Canto - VI

  Olía a jazmín.
  El piso era muy acogedor, supuso, aunque no sabía decir si lo que para él era acogedor lo era para los demás. La mirada se le iba entre artefactos y cachivaches, entre maquetas y dispositivos, entre discos de música y libros. Le enseñó las maquetas de modelos tridimensionales de objetos matemáticos de cuatro dimensiones. Bocetos de proyecciones geométricas, animaciones digitales de transformaciones matemáticas. La colección de pequeños juguetes de electromagnetismo, ingeniosos mecanismos que parecían violar las más elementales leyes físicas. No pudo ni enseñarle los libros, porque inundaban el lugar. A ambos lados de la chimenea, en seis estantes a todo lo largo del muro del fondo del estudio abuhardillado, en desordenados montones apilados por los escalones que bajaban a la planta baja. Se maravilló con la sola ilusión de perderse durante días, o quizá años, en esas estancias, con abundante café y pocas horas de sueño.

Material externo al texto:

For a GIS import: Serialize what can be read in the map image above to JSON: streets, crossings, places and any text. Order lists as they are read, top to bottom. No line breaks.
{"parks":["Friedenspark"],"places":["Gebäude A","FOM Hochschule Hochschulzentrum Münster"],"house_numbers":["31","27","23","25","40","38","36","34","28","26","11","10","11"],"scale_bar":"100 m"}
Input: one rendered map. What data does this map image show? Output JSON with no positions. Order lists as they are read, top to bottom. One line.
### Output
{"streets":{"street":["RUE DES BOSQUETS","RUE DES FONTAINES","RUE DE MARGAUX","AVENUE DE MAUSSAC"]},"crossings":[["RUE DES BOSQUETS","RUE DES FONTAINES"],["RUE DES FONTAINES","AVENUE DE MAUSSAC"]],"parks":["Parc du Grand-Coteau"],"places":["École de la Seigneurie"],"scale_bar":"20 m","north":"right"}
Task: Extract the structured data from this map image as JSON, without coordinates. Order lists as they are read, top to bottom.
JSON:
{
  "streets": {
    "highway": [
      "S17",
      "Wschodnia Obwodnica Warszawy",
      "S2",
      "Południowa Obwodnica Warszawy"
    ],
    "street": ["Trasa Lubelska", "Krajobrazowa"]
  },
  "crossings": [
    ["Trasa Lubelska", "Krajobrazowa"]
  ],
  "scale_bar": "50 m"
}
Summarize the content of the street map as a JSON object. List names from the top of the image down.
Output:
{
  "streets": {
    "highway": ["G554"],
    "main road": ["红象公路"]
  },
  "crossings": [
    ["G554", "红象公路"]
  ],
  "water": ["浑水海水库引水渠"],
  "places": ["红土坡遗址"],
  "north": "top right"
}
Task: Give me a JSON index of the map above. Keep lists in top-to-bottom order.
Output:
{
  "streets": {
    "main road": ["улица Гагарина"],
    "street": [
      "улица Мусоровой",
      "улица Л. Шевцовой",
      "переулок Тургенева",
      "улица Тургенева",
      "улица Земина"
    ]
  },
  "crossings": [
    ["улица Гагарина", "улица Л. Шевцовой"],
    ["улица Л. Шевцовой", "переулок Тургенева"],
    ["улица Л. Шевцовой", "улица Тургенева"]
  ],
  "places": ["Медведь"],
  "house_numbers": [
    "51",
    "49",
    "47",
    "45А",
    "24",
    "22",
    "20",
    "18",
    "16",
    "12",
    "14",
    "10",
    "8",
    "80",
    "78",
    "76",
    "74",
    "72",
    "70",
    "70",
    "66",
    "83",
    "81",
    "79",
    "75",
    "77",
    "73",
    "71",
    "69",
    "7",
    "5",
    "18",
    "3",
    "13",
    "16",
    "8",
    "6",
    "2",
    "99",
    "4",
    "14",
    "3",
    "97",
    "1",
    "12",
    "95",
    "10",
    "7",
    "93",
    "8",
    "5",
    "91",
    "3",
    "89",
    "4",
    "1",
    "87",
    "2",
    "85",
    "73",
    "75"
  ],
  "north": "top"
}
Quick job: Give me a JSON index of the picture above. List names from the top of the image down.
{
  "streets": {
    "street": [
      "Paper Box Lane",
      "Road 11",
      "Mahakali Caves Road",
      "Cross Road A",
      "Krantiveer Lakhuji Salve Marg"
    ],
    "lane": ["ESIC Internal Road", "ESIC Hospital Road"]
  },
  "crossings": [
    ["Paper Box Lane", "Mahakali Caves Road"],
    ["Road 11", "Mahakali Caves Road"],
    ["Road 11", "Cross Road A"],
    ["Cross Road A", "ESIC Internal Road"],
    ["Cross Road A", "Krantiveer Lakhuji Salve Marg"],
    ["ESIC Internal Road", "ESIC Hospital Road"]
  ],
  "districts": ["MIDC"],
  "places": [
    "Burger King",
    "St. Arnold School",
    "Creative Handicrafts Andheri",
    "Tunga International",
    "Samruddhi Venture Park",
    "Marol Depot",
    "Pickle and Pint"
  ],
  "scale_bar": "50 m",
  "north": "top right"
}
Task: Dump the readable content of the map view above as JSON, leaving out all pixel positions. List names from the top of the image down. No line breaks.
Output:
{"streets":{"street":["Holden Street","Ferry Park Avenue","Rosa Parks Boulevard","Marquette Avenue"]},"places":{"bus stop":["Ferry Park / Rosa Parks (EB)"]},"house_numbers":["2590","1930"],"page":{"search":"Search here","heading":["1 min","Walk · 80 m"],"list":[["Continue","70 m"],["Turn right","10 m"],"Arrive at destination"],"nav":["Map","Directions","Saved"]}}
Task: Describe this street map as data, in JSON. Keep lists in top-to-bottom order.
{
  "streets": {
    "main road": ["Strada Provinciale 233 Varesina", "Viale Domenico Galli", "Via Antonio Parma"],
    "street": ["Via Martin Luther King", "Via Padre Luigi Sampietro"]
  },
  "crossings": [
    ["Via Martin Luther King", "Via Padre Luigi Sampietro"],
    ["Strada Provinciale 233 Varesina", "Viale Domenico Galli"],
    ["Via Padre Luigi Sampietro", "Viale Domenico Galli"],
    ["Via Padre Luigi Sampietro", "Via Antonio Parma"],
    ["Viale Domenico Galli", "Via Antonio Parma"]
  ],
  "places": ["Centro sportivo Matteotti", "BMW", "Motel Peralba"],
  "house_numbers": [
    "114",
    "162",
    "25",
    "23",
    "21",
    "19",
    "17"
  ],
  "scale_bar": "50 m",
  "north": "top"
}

  En la conversación aquel hombre parecía un gran mentor, una gran máquina de pensamiento puro, un motor de ocurrencias y análisis. Escucharon varios discos, hablaron de ciertos libros, intercambiaron ocurrencias sobre geometría, formación de cristales y la topografía del mismo universo.
  Sin embargo, al irse, reparó en que no había encontrado en ningún rincón una sola flor de jazmín. Quizá se hubiera imaginado el olor. Quizá era falso. Quizá era todo una ilusión.